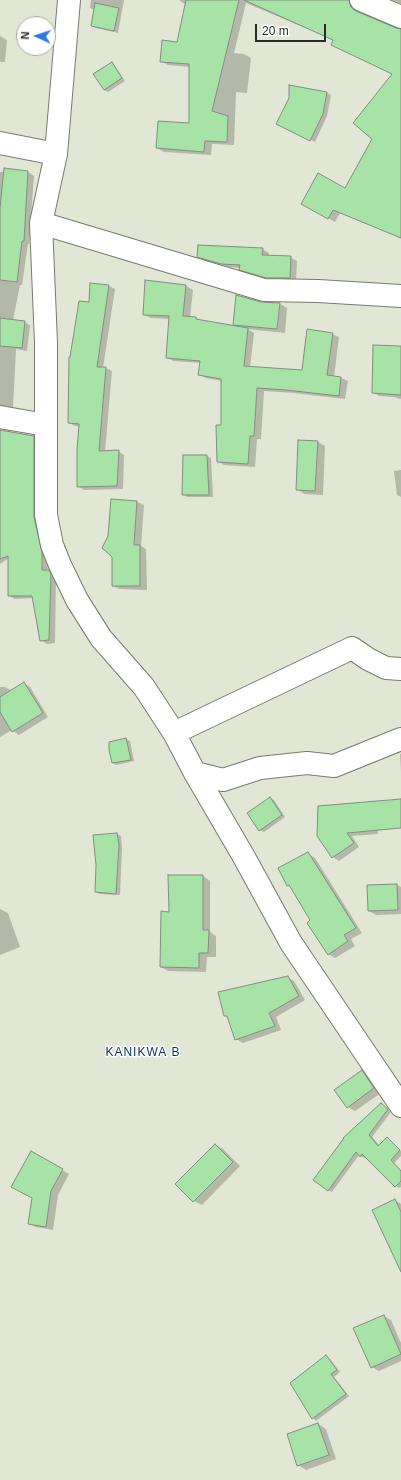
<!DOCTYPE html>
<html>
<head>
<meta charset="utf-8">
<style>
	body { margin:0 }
	#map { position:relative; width:401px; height:1480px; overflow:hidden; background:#e2e6d4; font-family:Helvetica,sans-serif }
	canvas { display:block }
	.north { position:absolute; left:16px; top:16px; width:40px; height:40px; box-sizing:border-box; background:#fff; border:1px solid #a9aaa7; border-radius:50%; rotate:273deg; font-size:11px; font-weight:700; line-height:16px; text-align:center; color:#292b24 }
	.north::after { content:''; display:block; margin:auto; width:14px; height:18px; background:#2d78e4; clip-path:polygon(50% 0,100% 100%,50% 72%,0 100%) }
	.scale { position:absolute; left:255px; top:24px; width:71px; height:18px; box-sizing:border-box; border:2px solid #292b24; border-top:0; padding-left:5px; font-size:12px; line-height:14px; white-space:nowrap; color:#292b24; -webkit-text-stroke:3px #fff; paint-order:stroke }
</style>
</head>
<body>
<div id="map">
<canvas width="401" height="1480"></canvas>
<div class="north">N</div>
<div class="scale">20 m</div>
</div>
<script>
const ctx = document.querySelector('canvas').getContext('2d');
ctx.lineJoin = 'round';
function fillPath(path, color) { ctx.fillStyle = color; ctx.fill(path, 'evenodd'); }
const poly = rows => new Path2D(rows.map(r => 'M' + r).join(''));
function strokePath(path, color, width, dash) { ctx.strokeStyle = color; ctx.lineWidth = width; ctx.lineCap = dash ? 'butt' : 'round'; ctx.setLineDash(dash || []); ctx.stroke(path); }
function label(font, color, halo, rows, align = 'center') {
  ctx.font = font + ' Helvetica,sans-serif'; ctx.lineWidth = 3; ctx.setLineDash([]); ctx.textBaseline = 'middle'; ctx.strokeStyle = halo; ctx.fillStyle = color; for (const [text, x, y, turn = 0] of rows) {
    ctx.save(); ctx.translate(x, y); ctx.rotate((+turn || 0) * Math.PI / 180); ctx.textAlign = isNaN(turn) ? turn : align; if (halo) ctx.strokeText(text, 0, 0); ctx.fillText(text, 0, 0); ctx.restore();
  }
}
fillPath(poly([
	[91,0,124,0,118,33,96,28,92,26,94,10,90,8],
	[179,0,315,0,401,30,401,238,340,213,335,222,302,204,345,189,374,139,393,74,334,40,246,3,234,53,244,54,251,58,247,93,236,92,234,145,212,144,211,155,164,152,157,148,190,124,190,67,168,65,161,61,177,43,186,5],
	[392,0,401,0,401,4],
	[0,36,7,40,5,62,0,62],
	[112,64,115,66,125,81,108,92,104,90,95,75],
	[290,87,327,93,331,95,327,116,315,142,281,125,290,98],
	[5,170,28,172,34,176,29,244,28,244,22,285,20,285,13,320,24,322,30,325,27,351,16,349,13,408,0,409,0,172,5,172],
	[262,249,269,253,269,256,290,257,297,261,296,281,274,281,247,273,241,268,229,267,205,260,198,256],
	[146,282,186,286,193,290,190,317,196,318,201,321,240,327,234,324,260,303,280,304,287,308,285,333,247,329,254,333,250,368,303,372,332,334,339,337,334,377,341,378,348,381,345,399,294,393,264,391,261,439,257,439,255,467,224,465,218,461,222,426,222,381,206,378,199,374,201,363,173,361,167,357,170,319,151,318,144,315],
	[109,286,115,289,103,368,106,368,112,371,105,452,118,451,124,455,123,489,84,490,78,486,80,426,75,426,69,423,90,303],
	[401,347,401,399,394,397,379,396,373,392],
	[0,431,33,436,39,440,48,571,55,575,56,578,55,643,47,644,41,640,34,598,14,599,9,595,9,558,0,564],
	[318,442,325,446,323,495,304,494,297,489],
	[207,456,211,458,213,497,187,497,183,494],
	[401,470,401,497,397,495,394,471],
	[112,500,137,502,144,505,141,546,146,549,147,590,119,589,113,586,113,556,109,536],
	[24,683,30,687,48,717,19,735,12,730,0,737,0,687,5,687,12,691],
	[126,739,130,741,134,761,116,765,113,763,110,743],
	[400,754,401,754,401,772],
	[270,798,274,800,285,817,264,832,260,830],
	[375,806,378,834,352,836,359,847,339,861,333,857,319,807],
	[117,834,121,836,122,848,120,895,100,894,96,892],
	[308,854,315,858,362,933,351,939,355,946,335,958,328,954,312,921,292,888,288,886,279,869],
	[203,876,210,881,210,932,216,936,216,957,207,957,206,972,168,971,161,967,170,913],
	[397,885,401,887,401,914,376,915,369,911],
	[0,909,8,913,20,947,0,955],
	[287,977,294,981,305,1000,276,1017,281,1030,243,1043,236,1039,228,1018,225,1016],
	[362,1071,369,1076,381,1093,355,1111,348,1107],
	[385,1107,391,1112,372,1137,380,1146,387,1138,401,1151,401,1156,394,1163,401,1170,401,1187,399,1188,396,1186,366,1157,364,1158,359,1155,332,1192,328,1190],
	[216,1145,223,1149,240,1166,202,1205,194,1201,177,1184],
	[31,1153,69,1174,58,1195,53,1230,36,1227,29,1224,33,1198],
	[395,1200,401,1204,401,1250],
	[383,1316,391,1320,401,1343,401,1361,379,1371,372,1367],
	[326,1357,330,1359,340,1372,334,1377,349,1396,316,1421,313,1418],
	[318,1424,326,1429,336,1459,306,1470,298,1465]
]), '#0003');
const building = poly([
	[186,0,239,0,212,111,228,116,227,142,205,141,204,152,156,148,158,121,189,123,189,64,160,62,162,40,177,42,186,0],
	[244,0,349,0,351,7,356,11,396,28,401,29,401,238,333,210,328,219,301,204,318,173,345,188,372,139,353,123,392,74,331,45,333,40,244,0],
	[95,3,119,8,114,31,91,26,95,3],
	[112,62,122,78,104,90,93,74,112,62],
	[289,85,327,92,323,114,310,141,276,124,289,98,289,85],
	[4,168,28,171,24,241,22,241,17,282,0,280,0,208,4,168],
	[198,245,263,248,262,255,291,256,290,278,266,278,239,270,240,265,221,264,197,257,198,245],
	[145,280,186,285,183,316,196,317,196,319,248,328,244,366,302,370,307,329,333,333,327,375,341,377,339,396,286,390,257,388,254,436,250,436,248,464,217,462,216,425,221,425,221,379,198,375,200,361,166,358,169,316,143,315,145,280],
	[90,283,109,285,97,367,106,367,99,451,119,450,117,486,77,487,77,450,79,424,68,423,69,357,70,357,79,301,89,302,90,283],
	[236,295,261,302,280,303,277,329,233,325,236,295],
	[0,318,25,321,22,348,0,346,0,318],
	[373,345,401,346,401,395,372,393,373,345],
	[0,430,34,436,34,517,42,552,42,570,49,570,51,574,49,640,40,641,32,596,8,596,8,556,0,559,0,430],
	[298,440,318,441,315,491,296,490,298,440],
	[183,455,207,455,209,495,182,495,183,455],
	[111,499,137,501,134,545,140,545,140,586,112,586,112,557,102,548,108,536,111,499],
	[24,682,43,713,12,732,0,712,0,697,24,682],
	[126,738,131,760,112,763,109,750,109,742,126,738],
	[270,797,282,815,259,831,247,813,270,797],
	[401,799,401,828,347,833,354,843,332,858,317,836,318,806,401,799],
	[117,833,119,845,116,894,95,892,96,865,93,835,117,833],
	[308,852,356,928,344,935,348,941,328,955,307,923,310,920,289,885,287,886,278,868,308,852],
	[168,875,203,875,203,930,209,930,208,953,199,953,199,968,160,967,161,911,169,912,168,875],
	[397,884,398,910,368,911,367,885,397,884],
	[288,976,299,996,269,1013,275,1026,235,1040,227,1016,224,1016,218,992,288,976],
	[362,1070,374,1088,347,1108,334,1090,362,1070],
	[381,1103,388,1109,369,1135,378,1146,387,1137,400,1150,391,1160,401,1171,401,1181,395,1187,362,1154,360,1157,356,1152,328,1191,313,1180,344,1138,343,1138,381,1103],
	[215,1144,233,1162,193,1202,175,1184,215,1144],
	[31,1151,63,1169,51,1191,46,1227,28,1224,32,1198,11,1187,31,1151],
	[395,1199,401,1212,401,1272,372,1210,395,1199],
	[384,1315,401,1354,371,1368,353,1328,384,1315],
	[326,1355,337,1370,331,1374,346,1394,312,1419,290,1383,326,1355],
	[318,1423,329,1455,297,1466,287,1434,318,1423]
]);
fillPath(building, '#a7e2a7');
strokePath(building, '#828e81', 1);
const minor = poly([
	[69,0,56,154,41,223,46,343,46,515,52,545,60,565,77,600,101,638,144,687,174,733,195,773,244,857,291,943,401,1106],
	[361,0,401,17],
	[0,143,56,154],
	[41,223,264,290,318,291,401,296],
	[0,417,46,425],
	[174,733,352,648,368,659,386,668,401,669],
	[195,773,223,780,260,768,307,763,334,766,401,739]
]);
strokePath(minor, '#787b6c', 24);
strokePath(minor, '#fff', 22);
ctx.letterSpacing = '1px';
label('12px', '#0f3367', '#fff', [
	["KANIKWA B",143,1053]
]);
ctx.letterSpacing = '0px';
</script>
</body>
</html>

◇ ◇ ◇ ◇ ◇ ◇ ◇

A single number is required: the count of lines in the data that contain the string "center".

_Solution below_. 2